Dad 'nearly lost his eye' in alleged teen attack
THE DPP is being asked to drop a prosecution against a youth who was allegedly involved in a knife slash attack where a terrified father was just a millimetre from losing an eye.
The Dublin Children's Court has heard that during the attack two teenage raiders forced their way into the man's home to attack his son.
Two boys, aged 16 and 17, are facing assault, aggravated burglary and criminal damage charges following an alleged incident in Tallaght on January 15 last.
They appeared before Judge John O'Connor for a preliminary hearing to determine whether their trial will remain in the jurisdiction of the Dublin Children's Court.

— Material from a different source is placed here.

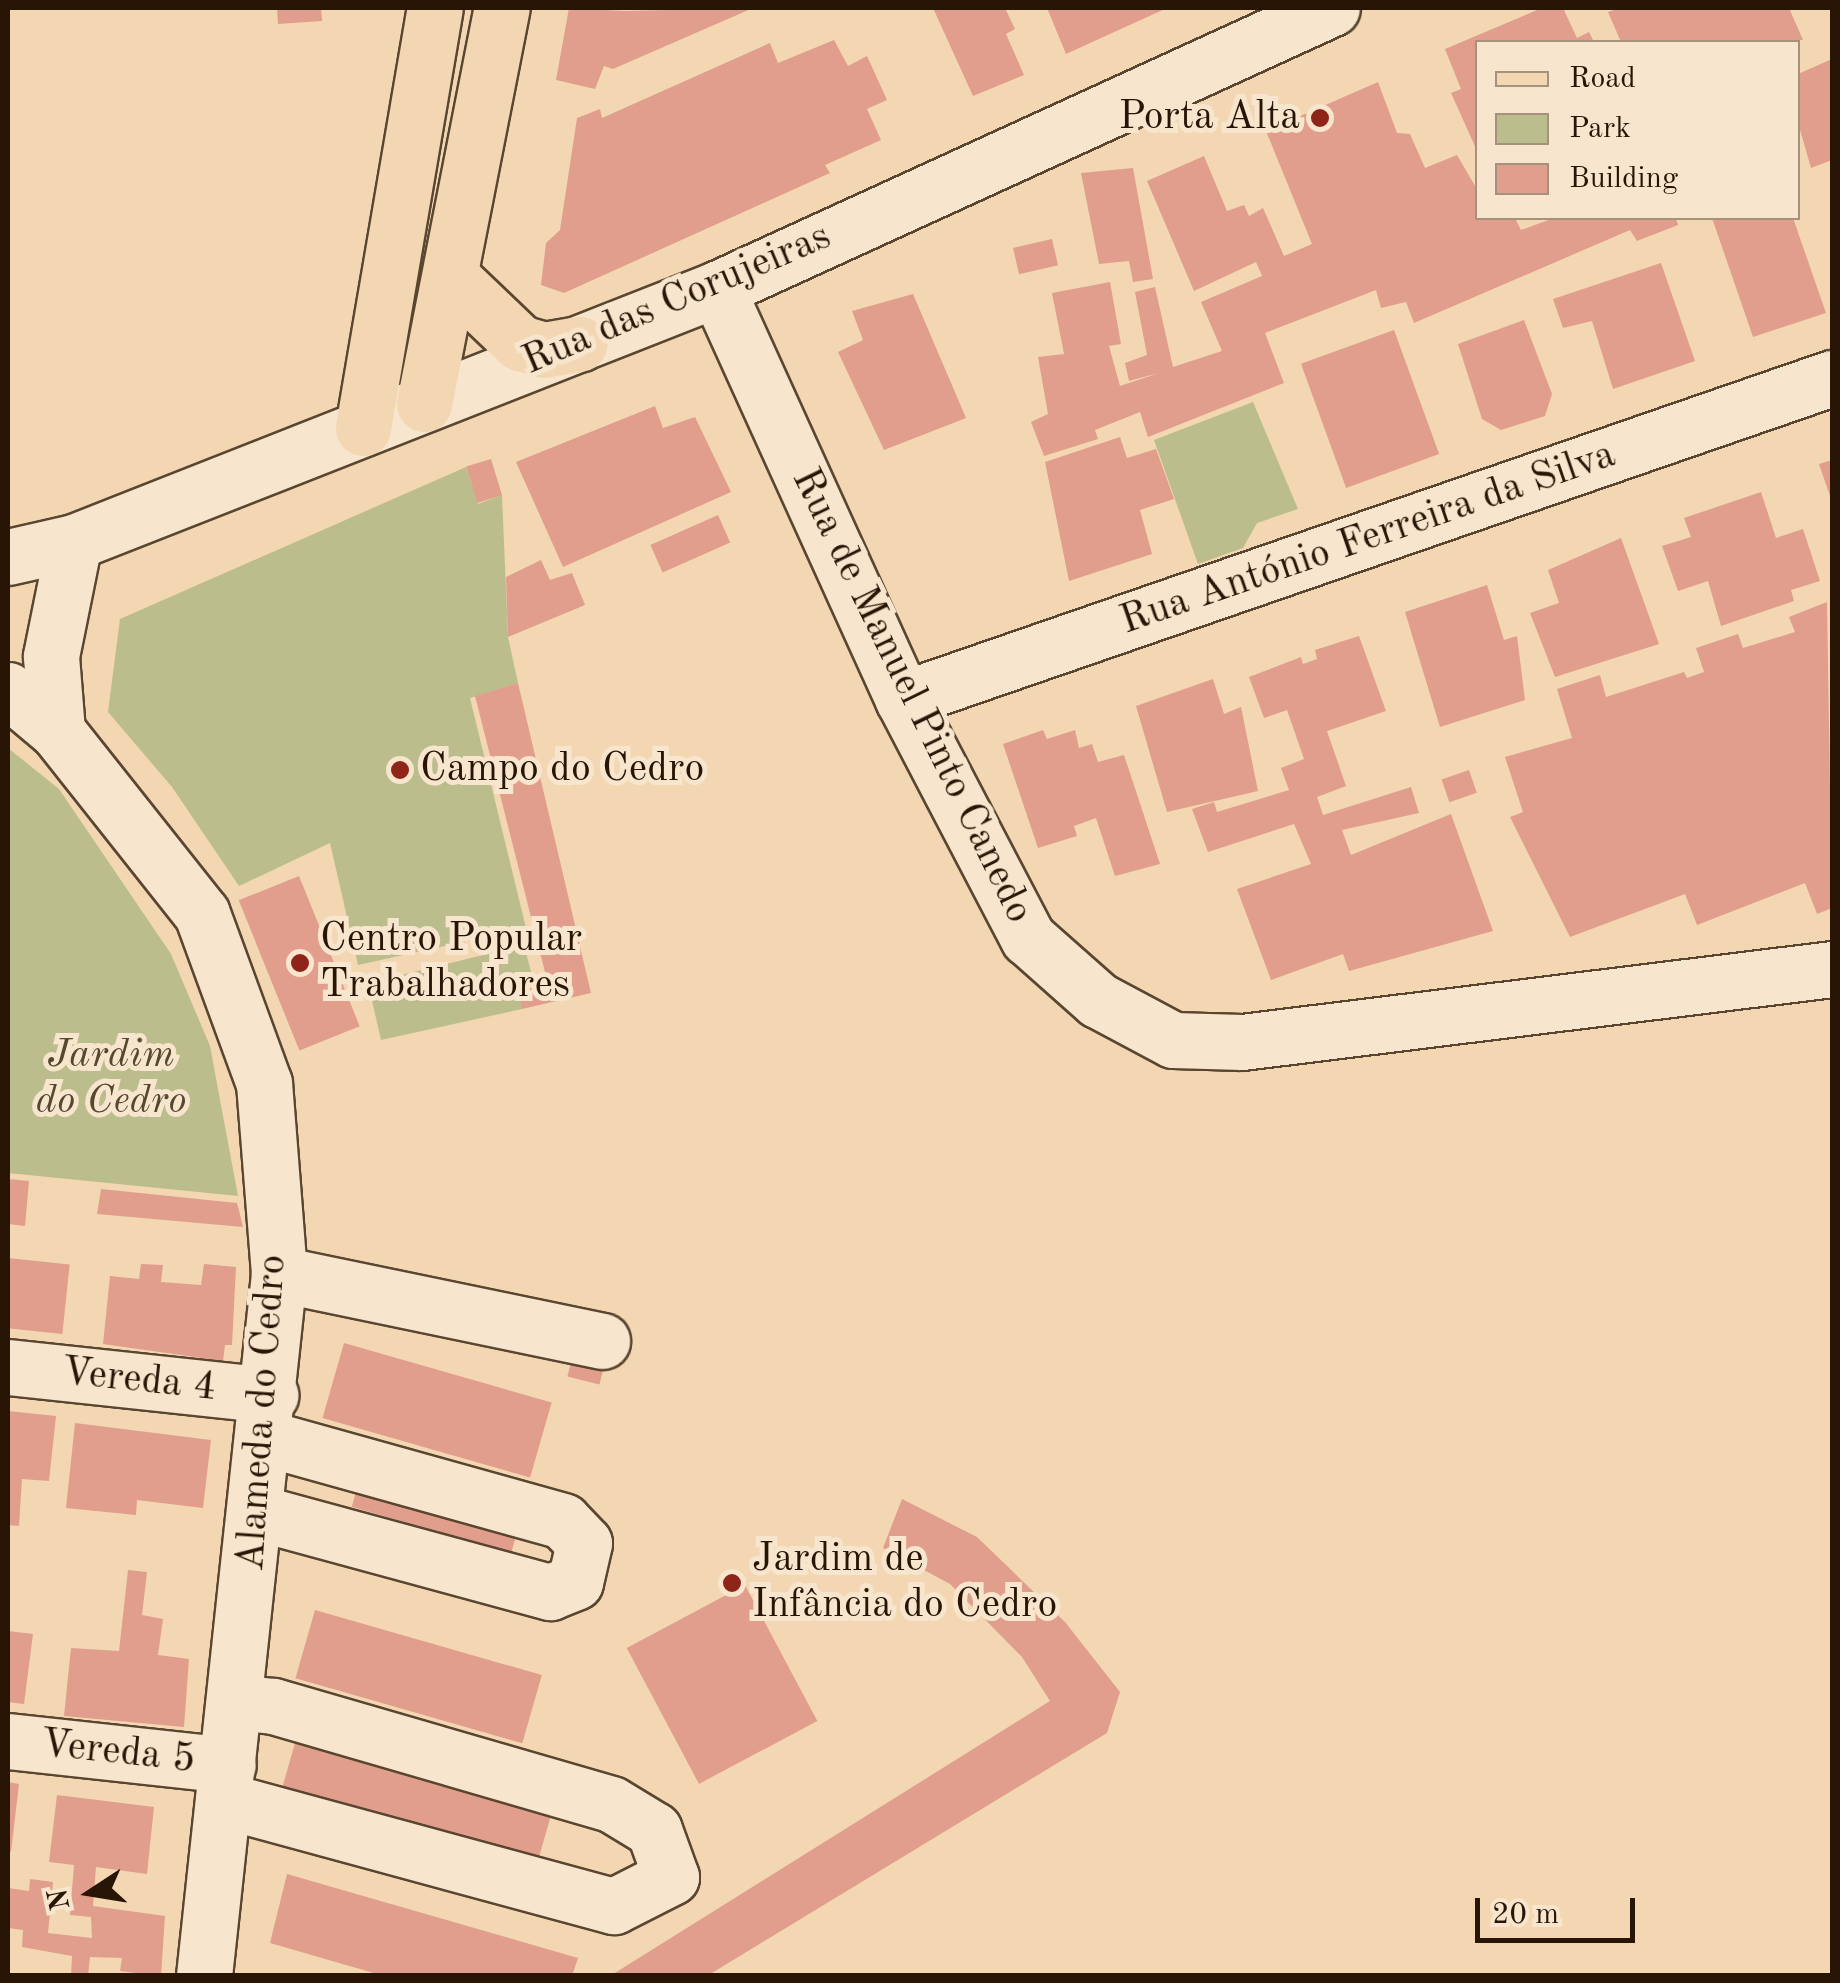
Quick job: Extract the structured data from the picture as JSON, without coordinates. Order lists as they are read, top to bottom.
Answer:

Judge O'Connor has ruled that the 17-year-old defendant should be tried in the higher court and that youth has been remanded on bail pending the preparation of a book of evidence.
However, he has adjourned making a trial venue ruling in the younger boy's case.
Defence solicitor Gareth Noble said that boy has had a "transient lifestyle", has struggled with addiction difficulties and has also attended mental health treatment.
A psychiatric report on that boy is to be sent by the defence to the DPP to consider whether his prosecution will proceed.
Both youths will appear again next month.
Det Garda Dave Jennings told Judge O'Connor that it was alleged that the victim's 17-year-old son had been watching TV in their home when the two youths "forced their way in".
The 17-year-old boy managed to fend off the two alleged raiders and forced them out of the house.
It was alleged that at this point the younger defendant handed a knife to his co-accused and they used it to smash the front door of the house.
The 40-year-old home-owner then came downstairs and it was alleged the older defendant "swung the knife at the injured party catching him from the base of his nose right up under the eye with the tip of the knife".
Det Gda Jennings told Judge O'Connor that this attack, "could have resulted in the loss of an eye, there was a millimetre in the difference".